**Problem to work on:**
Each line holding the string "linecap" is to be copied from the data.

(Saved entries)
· · · · · · ·

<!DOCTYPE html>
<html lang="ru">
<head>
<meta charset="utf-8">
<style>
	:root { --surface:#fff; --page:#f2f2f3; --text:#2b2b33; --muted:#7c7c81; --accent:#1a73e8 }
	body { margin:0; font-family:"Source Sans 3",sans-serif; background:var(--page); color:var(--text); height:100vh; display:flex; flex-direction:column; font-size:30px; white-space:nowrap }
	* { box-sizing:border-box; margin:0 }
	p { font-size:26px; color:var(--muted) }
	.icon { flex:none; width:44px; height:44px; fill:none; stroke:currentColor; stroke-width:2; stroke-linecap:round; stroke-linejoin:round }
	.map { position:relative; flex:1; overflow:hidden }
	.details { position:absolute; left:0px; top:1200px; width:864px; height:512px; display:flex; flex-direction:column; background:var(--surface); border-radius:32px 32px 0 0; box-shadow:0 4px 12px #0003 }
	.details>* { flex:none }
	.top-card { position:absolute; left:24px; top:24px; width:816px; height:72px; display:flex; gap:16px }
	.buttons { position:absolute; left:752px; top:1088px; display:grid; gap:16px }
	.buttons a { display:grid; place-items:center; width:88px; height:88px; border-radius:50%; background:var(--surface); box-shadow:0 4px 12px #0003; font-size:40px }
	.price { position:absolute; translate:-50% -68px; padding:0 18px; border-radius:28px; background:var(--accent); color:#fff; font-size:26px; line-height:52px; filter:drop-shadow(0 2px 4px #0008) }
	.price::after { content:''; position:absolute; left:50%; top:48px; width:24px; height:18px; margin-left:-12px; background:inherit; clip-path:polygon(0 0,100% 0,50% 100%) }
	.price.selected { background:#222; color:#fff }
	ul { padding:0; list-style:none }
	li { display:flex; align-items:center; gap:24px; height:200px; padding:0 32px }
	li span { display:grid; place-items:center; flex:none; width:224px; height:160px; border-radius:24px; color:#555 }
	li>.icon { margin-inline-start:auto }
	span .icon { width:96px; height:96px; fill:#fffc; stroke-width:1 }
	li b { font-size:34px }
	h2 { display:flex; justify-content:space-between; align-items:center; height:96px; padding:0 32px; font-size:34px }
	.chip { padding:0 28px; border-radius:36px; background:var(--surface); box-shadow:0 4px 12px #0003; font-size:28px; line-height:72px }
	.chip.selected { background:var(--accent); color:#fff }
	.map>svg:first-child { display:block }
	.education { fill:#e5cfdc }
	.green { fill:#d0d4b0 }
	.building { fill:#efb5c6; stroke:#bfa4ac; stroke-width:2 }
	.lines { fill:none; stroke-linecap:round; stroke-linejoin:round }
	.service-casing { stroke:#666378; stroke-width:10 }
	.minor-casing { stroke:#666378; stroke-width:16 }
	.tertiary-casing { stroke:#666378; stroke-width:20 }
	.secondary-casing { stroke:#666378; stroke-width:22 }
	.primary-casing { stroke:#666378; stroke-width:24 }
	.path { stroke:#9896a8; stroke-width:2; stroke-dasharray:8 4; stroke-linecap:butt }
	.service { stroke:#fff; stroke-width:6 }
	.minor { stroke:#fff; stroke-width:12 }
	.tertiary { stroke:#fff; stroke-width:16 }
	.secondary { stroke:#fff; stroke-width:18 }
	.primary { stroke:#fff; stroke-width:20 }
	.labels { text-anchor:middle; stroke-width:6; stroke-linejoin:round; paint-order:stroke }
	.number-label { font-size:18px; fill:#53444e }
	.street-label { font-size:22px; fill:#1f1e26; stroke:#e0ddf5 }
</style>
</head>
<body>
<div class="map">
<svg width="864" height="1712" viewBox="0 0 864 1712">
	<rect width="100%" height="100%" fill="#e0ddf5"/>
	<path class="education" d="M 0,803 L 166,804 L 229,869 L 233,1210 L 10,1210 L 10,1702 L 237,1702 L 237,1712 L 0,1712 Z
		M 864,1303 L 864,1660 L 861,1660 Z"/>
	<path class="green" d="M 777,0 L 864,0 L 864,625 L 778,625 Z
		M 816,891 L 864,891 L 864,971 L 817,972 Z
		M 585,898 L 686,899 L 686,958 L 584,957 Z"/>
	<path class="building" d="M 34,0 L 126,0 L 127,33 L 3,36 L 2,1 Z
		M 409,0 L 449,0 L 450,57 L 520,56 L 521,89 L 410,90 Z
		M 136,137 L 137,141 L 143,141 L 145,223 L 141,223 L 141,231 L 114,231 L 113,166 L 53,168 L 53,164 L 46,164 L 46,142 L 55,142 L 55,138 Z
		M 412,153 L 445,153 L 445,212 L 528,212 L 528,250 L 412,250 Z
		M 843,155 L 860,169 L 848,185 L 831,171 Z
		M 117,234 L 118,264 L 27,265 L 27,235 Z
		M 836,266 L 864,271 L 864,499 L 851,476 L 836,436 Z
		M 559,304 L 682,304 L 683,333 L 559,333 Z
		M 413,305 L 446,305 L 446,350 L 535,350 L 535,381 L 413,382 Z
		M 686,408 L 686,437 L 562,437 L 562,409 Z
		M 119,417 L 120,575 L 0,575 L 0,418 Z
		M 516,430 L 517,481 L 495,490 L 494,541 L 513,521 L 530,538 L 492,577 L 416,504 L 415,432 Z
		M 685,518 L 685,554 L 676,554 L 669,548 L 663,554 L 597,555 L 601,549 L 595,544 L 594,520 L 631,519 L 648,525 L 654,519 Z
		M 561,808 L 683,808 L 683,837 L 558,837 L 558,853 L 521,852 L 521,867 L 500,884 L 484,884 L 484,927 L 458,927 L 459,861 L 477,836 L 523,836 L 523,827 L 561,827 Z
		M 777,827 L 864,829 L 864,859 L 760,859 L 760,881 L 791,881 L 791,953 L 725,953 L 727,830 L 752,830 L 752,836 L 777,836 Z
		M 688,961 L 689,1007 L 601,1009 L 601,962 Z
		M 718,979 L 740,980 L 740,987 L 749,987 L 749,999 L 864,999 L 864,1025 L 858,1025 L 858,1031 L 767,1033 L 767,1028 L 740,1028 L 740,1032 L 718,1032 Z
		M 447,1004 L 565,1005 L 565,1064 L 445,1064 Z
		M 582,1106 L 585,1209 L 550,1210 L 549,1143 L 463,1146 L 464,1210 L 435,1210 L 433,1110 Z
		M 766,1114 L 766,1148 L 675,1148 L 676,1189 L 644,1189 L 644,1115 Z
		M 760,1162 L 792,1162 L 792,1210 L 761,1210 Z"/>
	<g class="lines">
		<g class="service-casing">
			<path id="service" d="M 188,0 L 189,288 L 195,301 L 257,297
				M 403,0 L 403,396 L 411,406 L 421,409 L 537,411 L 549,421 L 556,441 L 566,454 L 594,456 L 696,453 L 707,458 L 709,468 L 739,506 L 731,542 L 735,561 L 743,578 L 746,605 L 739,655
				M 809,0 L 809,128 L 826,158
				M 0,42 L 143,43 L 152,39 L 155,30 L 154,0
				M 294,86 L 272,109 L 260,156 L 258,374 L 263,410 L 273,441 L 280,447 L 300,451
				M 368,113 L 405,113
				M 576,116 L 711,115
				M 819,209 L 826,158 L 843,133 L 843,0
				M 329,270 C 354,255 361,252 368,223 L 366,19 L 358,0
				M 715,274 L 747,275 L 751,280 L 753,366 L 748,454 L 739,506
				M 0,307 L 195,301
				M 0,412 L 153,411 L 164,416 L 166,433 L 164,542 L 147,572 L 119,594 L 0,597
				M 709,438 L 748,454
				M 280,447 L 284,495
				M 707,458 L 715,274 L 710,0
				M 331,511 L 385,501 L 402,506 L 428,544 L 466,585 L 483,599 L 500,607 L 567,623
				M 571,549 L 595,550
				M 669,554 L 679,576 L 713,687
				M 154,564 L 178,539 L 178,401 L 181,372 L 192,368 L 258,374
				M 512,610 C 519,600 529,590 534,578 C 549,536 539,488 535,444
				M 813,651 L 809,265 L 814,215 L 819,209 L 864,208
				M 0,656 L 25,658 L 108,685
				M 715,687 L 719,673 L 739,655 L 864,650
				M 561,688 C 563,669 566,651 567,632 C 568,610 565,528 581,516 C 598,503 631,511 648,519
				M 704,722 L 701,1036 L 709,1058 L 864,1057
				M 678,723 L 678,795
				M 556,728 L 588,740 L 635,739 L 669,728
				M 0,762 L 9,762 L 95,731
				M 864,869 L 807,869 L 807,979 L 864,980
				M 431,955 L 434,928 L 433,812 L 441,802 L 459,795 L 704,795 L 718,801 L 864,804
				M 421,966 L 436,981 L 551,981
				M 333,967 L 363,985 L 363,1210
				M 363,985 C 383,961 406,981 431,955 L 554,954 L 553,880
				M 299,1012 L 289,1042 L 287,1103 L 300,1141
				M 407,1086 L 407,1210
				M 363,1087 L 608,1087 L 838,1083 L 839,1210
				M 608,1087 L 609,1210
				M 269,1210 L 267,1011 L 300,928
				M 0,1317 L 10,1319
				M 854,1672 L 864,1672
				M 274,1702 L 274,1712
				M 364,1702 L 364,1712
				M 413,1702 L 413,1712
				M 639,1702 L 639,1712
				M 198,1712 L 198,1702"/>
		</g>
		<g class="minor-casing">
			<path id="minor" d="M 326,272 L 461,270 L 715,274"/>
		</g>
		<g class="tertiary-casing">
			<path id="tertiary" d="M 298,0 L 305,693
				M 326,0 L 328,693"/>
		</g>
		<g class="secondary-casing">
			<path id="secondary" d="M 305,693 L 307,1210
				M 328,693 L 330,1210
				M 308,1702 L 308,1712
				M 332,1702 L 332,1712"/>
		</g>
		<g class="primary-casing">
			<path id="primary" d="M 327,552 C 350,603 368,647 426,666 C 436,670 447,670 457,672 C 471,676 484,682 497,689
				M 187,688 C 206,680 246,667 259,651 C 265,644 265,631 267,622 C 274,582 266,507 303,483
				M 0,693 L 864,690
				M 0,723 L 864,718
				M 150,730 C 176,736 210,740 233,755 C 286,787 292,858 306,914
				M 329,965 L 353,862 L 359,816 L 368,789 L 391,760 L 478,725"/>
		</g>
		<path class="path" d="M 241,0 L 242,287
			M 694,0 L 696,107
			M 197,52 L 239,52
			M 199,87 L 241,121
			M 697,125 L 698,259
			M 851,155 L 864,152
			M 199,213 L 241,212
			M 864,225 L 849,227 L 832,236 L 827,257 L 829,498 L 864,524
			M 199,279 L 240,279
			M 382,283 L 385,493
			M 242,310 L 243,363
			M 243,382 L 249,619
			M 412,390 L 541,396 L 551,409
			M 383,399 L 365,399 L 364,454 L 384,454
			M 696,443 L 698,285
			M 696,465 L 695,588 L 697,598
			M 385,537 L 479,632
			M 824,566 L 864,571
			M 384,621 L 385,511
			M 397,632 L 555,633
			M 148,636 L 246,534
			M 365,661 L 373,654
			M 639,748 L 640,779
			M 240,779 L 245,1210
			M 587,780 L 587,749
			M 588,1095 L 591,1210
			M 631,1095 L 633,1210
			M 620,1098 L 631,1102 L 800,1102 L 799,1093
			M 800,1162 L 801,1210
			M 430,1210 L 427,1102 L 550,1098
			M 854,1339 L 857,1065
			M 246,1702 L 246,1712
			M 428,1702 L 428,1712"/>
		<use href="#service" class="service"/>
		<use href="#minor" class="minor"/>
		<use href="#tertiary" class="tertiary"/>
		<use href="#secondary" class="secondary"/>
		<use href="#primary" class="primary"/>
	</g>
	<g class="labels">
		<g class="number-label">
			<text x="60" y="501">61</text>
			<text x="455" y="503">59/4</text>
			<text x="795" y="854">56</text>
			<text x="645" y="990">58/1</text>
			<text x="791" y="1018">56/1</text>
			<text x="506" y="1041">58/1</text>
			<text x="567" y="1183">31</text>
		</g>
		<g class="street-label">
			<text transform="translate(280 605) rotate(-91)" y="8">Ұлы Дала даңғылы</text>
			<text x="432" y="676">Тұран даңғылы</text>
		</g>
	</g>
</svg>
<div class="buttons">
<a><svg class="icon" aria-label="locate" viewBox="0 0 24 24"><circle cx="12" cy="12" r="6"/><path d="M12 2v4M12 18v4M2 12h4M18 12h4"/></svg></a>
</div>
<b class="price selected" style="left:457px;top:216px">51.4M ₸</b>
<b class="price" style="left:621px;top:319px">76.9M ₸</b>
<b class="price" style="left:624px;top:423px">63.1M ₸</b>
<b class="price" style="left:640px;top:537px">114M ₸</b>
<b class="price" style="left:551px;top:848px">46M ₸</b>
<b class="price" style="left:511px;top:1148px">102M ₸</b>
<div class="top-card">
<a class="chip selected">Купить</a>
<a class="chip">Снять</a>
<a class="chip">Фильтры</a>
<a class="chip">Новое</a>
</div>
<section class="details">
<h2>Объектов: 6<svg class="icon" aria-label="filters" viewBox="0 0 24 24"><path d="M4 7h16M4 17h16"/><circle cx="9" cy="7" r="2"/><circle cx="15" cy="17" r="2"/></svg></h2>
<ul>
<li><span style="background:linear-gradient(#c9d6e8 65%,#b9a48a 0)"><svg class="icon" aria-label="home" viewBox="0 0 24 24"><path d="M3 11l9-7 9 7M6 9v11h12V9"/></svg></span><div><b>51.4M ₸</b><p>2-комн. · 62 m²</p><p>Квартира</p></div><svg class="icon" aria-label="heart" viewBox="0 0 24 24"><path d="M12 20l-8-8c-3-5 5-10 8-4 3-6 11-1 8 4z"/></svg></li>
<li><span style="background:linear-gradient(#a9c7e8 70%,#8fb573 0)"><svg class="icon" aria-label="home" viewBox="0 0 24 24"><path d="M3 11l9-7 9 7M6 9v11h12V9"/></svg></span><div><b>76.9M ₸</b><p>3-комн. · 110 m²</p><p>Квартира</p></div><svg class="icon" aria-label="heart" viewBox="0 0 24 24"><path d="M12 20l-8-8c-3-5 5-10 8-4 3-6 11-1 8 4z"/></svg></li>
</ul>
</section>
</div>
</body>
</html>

· · · · · · ·

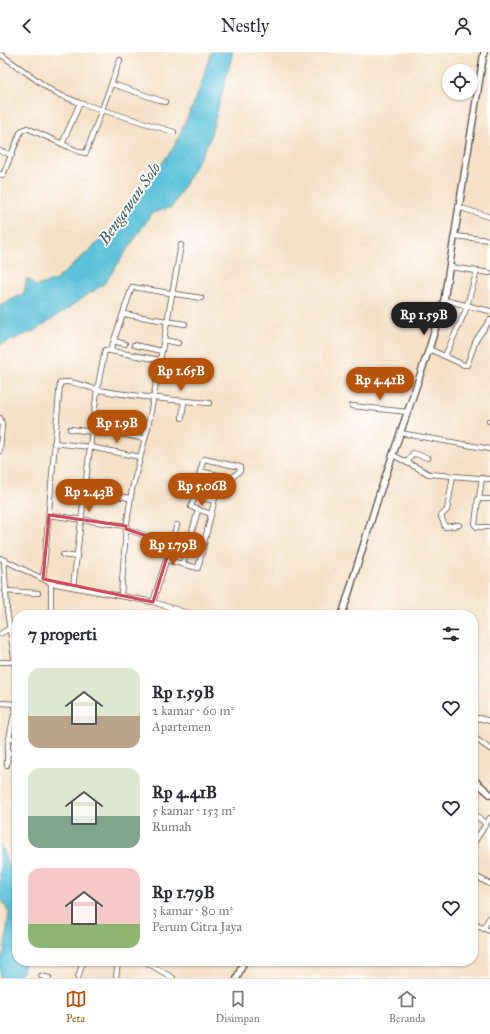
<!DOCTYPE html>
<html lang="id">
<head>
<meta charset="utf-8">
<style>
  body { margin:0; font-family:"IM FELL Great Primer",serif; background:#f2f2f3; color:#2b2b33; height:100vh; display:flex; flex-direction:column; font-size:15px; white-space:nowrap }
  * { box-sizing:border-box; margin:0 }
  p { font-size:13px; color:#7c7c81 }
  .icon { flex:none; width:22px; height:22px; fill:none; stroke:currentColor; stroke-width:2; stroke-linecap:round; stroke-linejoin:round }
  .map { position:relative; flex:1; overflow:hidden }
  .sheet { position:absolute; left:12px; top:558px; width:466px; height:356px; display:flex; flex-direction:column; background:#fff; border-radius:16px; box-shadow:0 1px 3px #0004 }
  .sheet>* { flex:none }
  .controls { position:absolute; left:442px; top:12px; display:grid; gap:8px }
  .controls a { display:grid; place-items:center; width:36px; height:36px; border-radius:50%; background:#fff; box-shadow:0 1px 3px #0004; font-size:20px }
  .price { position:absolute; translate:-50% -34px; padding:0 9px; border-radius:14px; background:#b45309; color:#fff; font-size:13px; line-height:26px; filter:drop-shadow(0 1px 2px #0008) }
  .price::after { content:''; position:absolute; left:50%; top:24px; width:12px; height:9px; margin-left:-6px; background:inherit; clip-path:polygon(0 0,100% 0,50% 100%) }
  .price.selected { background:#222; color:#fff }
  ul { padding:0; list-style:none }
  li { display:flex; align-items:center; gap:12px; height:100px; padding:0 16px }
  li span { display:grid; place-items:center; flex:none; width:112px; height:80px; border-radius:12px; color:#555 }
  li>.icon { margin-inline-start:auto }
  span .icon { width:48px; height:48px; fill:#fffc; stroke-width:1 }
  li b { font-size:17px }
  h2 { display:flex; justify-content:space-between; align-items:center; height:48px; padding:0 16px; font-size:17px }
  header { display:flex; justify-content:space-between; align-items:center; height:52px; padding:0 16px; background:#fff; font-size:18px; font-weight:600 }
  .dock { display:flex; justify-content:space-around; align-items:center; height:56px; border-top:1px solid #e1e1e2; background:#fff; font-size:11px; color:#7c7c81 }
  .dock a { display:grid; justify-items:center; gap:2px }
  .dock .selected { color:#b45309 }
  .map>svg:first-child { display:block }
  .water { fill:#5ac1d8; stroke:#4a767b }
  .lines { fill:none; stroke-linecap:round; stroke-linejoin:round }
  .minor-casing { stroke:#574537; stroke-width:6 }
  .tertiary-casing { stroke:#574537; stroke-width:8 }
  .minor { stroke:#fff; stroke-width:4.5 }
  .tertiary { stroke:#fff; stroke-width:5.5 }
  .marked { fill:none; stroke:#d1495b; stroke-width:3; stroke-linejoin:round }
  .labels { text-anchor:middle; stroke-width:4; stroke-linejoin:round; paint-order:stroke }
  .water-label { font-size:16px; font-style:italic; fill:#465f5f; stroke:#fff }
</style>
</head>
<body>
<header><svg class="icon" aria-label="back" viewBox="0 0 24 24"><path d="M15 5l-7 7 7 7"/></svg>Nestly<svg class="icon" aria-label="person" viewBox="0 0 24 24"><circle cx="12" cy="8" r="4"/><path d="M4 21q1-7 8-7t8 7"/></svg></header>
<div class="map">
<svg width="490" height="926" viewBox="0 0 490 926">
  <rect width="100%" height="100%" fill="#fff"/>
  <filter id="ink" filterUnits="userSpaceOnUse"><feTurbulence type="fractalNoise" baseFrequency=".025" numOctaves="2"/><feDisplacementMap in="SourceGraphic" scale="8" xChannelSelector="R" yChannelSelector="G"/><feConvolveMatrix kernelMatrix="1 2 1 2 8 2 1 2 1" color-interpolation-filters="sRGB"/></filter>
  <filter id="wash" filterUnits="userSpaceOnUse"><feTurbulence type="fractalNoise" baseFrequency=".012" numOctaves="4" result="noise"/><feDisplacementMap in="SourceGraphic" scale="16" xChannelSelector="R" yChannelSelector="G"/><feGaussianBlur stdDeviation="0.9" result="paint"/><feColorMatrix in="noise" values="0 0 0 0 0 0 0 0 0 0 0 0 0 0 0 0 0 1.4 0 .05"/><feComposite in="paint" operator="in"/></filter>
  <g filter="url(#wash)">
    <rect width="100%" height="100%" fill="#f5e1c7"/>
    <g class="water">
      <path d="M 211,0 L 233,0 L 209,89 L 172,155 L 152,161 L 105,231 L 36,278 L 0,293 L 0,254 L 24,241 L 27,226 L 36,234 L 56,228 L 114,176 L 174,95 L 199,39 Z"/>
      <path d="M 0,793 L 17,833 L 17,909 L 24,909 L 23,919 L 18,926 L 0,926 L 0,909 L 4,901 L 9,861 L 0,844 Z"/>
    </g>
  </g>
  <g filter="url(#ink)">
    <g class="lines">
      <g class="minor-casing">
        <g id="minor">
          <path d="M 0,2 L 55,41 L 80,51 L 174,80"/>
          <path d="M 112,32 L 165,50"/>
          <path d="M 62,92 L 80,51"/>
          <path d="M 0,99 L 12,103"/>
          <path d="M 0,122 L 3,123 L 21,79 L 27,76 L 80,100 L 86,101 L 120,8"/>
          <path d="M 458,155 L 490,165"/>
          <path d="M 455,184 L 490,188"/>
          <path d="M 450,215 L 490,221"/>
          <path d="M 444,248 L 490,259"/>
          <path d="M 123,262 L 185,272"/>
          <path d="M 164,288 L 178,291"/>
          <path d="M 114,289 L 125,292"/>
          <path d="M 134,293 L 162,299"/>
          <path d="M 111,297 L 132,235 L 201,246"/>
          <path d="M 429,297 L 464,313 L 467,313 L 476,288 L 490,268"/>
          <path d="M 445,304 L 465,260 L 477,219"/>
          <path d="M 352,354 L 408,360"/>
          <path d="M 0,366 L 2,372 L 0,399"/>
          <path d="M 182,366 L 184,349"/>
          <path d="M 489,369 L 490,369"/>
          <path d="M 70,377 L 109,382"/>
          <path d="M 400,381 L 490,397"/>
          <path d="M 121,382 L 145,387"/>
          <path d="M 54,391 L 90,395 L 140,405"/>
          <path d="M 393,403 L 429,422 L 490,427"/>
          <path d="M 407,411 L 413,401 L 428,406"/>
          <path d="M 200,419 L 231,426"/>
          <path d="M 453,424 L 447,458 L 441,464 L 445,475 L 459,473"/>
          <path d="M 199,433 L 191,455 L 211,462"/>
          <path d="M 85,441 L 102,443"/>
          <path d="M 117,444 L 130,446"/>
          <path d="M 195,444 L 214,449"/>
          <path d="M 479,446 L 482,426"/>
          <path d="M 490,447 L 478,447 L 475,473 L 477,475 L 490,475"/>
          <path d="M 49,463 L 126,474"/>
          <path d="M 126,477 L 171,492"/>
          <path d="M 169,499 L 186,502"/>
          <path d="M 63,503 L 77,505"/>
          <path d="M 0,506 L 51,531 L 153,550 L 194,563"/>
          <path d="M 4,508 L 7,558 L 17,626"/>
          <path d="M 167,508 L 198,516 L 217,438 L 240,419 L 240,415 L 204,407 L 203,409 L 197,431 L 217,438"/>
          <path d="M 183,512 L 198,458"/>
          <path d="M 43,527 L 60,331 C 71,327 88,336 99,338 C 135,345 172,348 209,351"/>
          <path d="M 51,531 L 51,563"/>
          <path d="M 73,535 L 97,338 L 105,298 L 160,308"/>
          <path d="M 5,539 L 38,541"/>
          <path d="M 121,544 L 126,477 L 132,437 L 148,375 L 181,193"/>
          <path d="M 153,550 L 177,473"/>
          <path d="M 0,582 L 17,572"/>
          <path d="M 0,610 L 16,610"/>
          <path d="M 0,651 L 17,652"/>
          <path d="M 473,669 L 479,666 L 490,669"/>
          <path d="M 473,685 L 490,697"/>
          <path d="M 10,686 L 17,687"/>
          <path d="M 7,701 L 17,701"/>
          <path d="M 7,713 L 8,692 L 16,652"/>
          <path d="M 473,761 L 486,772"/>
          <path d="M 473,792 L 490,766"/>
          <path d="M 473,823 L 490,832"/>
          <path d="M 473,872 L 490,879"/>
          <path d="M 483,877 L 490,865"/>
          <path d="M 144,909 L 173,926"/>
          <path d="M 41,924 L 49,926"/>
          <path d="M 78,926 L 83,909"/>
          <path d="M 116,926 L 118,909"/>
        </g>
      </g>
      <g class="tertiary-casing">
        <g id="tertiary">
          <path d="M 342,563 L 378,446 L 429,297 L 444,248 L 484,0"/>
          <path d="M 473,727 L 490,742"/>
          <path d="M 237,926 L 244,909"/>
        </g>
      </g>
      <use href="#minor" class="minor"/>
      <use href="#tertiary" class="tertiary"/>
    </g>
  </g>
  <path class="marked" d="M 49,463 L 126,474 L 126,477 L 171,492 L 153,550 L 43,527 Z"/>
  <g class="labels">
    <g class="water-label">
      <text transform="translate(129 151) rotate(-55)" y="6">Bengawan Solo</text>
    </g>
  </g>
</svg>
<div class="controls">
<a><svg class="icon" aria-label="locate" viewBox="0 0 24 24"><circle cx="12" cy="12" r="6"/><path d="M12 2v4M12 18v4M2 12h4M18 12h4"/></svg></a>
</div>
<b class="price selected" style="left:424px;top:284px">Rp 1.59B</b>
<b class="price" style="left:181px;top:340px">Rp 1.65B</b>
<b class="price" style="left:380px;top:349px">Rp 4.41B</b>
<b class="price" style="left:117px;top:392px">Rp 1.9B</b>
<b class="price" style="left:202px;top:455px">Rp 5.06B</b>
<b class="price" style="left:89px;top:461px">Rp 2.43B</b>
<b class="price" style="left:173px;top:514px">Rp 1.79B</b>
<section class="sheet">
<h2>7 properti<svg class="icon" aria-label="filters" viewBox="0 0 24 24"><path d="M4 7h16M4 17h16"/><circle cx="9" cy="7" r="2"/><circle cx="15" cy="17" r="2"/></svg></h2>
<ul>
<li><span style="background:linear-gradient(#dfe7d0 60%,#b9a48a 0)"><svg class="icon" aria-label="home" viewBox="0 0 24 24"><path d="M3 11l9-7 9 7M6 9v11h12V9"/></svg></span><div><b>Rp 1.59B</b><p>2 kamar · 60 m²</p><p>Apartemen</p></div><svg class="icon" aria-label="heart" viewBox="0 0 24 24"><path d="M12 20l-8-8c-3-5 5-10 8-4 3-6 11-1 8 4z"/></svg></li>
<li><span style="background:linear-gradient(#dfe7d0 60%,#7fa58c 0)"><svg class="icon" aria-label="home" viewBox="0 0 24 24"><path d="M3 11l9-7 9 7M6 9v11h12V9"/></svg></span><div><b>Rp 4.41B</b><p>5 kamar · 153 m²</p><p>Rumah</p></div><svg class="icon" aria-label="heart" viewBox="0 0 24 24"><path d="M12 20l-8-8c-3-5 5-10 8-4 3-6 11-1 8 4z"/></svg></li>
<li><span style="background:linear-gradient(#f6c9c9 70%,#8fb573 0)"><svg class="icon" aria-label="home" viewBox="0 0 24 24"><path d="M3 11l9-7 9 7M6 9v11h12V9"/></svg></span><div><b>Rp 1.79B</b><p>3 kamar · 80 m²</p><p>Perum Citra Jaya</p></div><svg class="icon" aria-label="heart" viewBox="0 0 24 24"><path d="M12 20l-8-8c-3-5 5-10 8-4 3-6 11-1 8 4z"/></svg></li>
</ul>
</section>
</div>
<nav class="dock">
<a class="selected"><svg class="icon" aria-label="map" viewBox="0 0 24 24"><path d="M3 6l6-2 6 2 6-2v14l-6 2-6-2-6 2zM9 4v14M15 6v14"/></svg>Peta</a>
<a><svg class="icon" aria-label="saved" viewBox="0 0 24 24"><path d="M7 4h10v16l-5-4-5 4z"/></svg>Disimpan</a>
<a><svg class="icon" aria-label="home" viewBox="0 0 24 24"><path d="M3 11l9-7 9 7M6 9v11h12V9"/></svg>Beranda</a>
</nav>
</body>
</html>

· · · · · · ·

**Solution for this problem:**
	.icon { flex:none; width:44px; height:44px; fill:none; stroke:currentColor; stroke-width:2; stroke-linecap:round; stroke-linejoin:round }
	.lines { fill:none; stroke-linecap:round; stroke-linejoin:round }
	.path { stroke:#9896a8; stroke-width:2; stroke-dasharray:8 4; stroke-linecap:butt }
  .icon { flex:none; width:22px; height:22px; fill:none; stroke:currentColor; stroke-width:2; stroke-linecap:round; stroke-linejoin:round }
  .lines { fill:none; stroke-linecap:round; stroke-linejoin:round }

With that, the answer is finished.